Выбрать главу

Скверней всего то, что к этому невызревшему творению привязывается плоская и оттого особенно надоедливая цензура. Цензору Марену очень не нравится то, что действие драмы происходит в Бретани, в замке французского аристократа и что в эту малопочтенную историю замешивается, хотя очень косвенно, французский министр. Правдолюбивый цензор Марен, погрязший во лжи, что ещё несколько раз продемонстрирует нам при других обстоятельствах, утверждает, будто в прекрасной Франции, где сам король, а следом за королем многие графы и герцоги открыто живут со своими любовницами, имея законных жен, такого рода история просто-напросто не может произойти.

Понятно, что цензор Марен всего лишь болван, поскольку иных цензоров не бывает на свете, если это не Иван Александрович Гончаров или Федор Иванович Тютчев, и, по счастью, такого рода препятствия для Пьера Огюстена сущий пустяк. Он моментально меняет название. Не успевает верноподданный болван глазом моргнуть, как Бретань преобразуется в Лондон, а французский аристократ оказывается английским аристократом, то есть изворотливый автор прибегает к нехитрой уловке, весьма распространенной среди литераторов, будь они драматурги или прозаики, настигнутые непостижимой цензурой.

И что же, верноподданный цензор такого рода перестановкой доволен вполне, точно он полагает, что зрители, сидящие в зале, такие же дураки и ровным счетом ничего не поймут, если место действия из прекрасной Англии перебросить на, без сомнения, неблагополучные Британские острова.

Все-таки эта хитрость слишком проста и не убеждает Пьера Огюстена в зрелости своего мастерства. По-прежнему неуверенный, страшащийся позора провала, кажется, даже больше, чем страшился провалиться в Испании, он читает многократно переработанную «Евгению» своим хорошим знакомым, ожидая полезных критических замечаний, поскольку разрушительные замечания цензора полезными не назовешь, читает даже в близких салонах, а кое-кому доверяет рукопись в руки для внимательного прочтения наедине.

Почему-то в особенности старается оказать ему посильную помощь герцог де Ниверне, занимающий должность министра, пэр Франции и к тому же член Академии, что, впрочем, мало характеризует герцога с положительной стороны, поскольку академики большей частью бесталанные люди, наделенные всего лишь редкой сноровкой зарекомендовать себя перед своими собратьями явной неспособностью их затмевать.

Герцог де Ниверне оказывается человеком по крайней мере внимательным и добросовестным и за неделю до первого представления пьесы на сцене Французской комедии вручает благодарному автору несколько листов своих замечаний. Трудно судить, насколько его замечания проницательны и полезны, однако Пьер Огюстен хватается и за них и ещё раз вносит поправки в свое многотерпеливое детище, которые, как вскоре становится ясно, незначительно улучшают его.

Наконец с множество раз перекроенной и подштопанной пьесой он приходит в театр, Театр его пьесу благосклонно берет.

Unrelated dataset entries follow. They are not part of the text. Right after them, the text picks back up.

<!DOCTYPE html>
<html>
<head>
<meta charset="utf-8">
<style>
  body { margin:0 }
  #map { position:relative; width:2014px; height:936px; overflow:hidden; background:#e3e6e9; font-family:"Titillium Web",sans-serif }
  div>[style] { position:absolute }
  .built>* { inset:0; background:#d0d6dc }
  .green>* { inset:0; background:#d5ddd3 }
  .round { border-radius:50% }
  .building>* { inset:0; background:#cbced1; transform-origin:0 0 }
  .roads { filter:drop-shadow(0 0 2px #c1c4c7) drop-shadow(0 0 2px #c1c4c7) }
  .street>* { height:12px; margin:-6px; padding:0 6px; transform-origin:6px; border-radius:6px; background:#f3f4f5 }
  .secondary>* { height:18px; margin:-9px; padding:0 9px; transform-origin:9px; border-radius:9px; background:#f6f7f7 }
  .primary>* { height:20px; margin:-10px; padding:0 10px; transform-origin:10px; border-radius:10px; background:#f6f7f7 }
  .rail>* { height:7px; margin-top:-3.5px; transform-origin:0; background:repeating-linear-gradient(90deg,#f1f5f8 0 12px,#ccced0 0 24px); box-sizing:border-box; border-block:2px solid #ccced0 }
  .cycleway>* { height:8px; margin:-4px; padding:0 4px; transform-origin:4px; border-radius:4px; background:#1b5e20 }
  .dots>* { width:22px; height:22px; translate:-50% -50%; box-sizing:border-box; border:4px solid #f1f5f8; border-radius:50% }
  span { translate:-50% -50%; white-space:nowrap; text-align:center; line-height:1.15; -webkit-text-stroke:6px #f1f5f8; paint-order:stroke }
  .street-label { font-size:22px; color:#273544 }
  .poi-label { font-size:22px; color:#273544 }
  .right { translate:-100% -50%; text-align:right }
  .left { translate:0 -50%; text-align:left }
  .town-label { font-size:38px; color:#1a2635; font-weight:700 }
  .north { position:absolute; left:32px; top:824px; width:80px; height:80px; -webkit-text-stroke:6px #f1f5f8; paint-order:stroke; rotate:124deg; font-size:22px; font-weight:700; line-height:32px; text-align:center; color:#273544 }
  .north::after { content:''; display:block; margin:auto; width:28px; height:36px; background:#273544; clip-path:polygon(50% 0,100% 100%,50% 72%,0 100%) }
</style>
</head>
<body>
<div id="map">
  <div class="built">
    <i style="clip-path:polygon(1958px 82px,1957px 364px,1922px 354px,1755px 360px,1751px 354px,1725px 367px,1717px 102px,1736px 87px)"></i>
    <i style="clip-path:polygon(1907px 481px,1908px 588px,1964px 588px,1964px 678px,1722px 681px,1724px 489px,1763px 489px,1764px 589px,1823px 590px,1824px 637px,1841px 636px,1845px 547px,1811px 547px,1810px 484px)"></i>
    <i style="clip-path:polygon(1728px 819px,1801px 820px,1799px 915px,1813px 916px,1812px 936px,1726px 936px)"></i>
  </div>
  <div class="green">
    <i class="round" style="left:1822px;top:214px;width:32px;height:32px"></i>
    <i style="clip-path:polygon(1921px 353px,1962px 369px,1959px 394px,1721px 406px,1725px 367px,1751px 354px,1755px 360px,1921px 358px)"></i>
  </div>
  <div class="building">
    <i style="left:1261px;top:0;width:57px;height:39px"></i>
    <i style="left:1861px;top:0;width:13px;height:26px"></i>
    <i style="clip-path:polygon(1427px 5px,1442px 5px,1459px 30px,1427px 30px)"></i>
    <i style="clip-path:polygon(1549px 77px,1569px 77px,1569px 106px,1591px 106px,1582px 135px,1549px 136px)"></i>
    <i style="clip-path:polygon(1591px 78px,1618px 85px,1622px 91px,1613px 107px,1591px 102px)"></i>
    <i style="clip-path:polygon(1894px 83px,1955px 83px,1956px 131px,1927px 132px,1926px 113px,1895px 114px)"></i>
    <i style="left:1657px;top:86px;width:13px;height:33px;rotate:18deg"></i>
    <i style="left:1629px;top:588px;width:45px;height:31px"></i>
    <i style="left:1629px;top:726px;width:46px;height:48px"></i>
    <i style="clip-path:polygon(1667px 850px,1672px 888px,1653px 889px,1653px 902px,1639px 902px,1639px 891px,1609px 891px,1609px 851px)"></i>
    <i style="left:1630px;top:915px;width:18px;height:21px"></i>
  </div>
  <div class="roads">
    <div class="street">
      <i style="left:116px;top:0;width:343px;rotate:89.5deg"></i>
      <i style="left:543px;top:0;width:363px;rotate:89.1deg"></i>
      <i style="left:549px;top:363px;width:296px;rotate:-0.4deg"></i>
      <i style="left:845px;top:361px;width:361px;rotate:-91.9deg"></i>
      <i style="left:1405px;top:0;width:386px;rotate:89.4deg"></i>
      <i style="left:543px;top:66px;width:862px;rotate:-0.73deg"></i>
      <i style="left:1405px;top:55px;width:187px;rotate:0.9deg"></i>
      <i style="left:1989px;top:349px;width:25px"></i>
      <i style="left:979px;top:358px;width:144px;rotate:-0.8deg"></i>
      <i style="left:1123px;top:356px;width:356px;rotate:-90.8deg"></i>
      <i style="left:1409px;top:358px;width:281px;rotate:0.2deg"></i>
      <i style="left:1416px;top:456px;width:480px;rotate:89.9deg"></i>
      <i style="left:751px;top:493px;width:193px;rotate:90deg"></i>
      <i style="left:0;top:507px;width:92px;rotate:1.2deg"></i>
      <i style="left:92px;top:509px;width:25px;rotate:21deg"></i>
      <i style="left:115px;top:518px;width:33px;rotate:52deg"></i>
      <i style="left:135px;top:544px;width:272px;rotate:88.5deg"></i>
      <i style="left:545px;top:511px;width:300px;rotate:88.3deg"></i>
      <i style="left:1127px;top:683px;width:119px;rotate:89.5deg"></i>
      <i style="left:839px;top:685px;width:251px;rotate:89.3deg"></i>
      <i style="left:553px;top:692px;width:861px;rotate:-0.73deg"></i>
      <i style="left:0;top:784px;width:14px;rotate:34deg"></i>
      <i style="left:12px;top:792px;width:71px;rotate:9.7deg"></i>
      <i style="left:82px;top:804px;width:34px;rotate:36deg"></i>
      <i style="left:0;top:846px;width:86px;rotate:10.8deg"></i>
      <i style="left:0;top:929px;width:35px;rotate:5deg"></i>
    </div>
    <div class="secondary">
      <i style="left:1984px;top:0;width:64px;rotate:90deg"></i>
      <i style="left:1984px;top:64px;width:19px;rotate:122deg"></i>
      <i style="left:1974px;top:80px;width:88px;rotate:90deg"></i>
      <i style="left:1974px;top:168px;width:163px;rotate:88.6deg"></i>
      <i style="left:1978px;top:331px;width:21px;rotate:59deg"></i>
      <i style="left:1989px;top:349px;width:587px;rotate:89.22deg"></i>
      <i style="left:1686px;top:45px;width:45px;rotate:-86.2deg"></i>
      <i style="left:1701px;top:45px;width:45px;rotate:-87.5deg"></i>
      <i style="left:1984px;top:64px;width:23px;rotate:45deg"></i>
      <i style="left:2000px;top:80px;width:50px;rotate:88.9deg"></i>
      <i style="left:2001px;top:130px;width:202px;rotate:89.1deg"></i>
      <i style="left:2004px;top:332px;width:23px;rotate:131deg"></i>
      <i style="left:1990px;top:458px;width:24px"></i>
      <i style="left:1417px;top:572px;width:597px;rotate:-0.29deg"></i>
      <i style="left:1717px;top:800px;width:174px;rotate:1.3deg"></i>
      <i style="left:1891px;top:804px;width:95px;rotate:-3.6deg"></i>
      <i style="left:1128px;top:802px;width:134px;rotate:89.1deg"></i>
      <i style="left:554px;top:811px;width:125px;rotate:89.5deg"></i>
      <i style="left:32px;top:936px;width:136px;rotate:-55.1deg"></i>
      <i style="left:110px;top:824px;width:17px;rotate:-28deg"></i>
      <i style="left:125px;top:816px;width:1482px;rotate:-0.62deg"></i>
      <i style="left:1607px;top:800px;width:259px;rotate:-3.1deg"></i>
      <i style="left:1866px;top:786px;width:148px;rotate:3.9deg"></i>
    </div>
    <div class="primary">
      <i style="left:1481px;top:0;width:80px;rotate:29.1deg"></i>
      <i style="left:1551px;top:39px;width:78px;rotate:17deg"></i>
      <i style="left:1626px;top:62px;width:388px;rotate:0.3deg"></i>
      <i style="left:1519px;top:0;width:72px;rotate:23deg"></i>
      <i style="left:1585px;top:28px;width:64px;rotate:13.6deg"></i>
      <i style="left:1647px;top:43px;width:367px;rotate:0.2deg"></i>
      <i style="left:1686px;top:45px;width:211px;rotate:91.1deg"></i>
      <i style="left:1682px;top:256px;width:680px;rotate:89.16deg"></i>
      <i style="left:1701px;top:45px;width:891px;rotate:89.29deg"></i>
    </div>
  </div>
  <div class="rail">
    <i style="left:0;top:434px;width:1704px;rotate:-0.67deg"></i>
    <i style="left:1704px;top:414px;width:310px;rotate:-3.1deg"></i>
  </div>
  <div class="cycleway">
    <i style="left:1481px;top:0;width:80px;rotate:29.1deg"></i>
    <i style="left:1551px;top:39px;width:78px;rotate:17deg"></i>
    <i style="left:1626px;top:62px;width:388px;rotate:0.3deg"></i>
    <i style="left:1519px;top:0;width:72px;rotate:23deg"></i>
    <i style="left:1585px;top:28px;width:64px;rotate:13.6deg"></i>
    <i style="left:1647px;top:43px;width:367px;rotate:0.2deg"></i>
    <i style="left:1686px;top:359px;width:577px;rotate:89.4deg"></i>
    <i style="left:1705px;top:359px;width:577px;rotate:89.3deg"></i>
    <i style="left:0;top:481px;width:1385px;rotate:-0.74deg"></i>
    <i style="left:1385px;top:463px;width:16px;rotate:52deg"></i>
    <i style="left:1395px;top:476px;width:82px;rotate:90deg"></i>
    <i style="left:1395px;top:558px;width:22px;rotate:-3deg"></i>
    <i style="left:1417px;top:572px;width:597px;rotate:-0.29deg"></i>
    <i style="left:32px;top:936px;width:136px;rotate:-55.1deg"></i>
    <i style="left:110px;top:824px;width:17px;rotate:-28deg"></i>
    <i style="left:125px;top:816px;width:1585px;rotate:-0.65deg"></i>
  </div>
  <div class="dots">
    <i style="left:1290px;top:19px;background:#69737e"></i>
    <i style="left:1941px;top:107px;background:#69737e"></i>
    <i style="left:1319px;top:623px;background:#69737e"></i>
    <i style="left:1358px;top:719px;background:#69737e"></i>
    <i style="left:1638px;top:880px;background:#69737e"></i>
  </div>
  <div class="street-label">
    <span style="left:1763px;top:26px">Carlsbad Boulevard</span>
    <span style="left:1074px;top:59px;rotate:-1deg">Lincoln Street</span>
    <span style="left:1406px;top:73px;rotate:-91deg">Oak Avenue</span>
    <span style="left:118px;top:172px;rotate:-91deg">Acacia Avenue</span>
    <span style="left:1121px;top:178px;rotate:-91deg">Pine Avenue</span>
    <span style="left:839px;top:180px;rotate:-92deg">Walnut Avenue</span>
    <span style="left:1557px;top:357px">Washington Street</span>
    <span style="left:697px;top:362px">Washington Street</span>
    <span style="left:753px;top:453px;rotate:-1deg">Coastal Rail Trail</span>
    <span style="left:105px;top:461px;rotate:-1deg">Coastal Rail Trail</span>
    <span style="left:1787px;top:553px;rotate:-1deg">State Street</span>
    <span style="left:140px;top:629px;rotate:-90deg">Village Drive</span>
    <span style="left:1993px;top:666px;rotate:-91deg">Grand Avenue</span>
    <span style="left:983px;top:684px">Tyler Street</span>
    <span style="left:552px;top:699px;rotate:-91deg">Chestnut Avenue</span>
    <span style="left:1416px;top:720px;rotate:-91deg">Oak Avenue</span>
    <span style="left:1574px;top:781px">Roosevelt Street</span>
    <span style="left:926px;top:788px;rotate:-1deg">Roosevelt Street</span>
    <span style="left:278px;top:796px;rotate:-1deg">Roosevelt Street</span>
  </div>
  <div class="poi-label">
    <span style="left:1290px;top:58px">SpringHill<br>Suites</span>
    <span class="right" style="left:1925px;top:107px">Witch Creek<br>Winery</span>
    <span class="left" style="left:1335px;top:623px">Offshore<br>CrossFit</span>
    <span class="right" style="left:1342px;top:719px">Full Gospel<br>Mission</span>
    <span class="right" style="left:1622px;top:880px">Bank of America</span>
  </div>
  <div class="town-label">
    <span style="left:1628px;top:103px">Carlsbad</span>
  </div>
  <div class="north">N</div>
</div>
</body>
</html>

Начинаются репетиции, причем необходимо отметить, что в те времена актеры, как даровитые, так и посредственные, не утруждают себя количеством репетиций, более полагаясь за зыбкое счастье импровизации по ходу спектакля, для чего необходим легкий, хорошо запоминаемый текст. На репетициях же делаются прикидки, выстраиваются мизансцены, определяются удобные выходы да слегка проходятся диалоги, чтобы к премьере быть хотя бы отчасти в курсе того, что надлежит делать и говорить. Не мудрено, что с такими приемами спектакль готовится к выходу в течение нескольких дней, мудрено то, что очень часто сделанные на живую нитку спектакли имеют громадный успех.

Также немудрено, что Пьер Огюстен, новичок в профессиональном театре, приходит в ужас от такого рода приемов, которые не могут не представляться ему легкомысленными и прямо убийственными для пьесы, начиненной полезной моралью. Сам театр тоже не производит на него благоприятного впечатления, Здание Французской комедии выстроено ещё при Мольере. Дух великого, может быть, в нем и витает, однако оно до крайности неудобно. В нем три яруса лож, из которых далеко не все открывается из того, что происходит на сцене. Зрителям партера приходится стоять весь спектакль на ногах, что не позволяет им сосредоточить внимание, так что в зрительном зале всегда стоит легкий гул, заглушающий голос и самого горластого из актеров, а ведь далеко не каждый горласт. Техника сцены давно устарела и тяжело хромает на обе ноги. В общем, одни и те же злые недуги поражают в прекрасной Франции не только монархию, но и театр.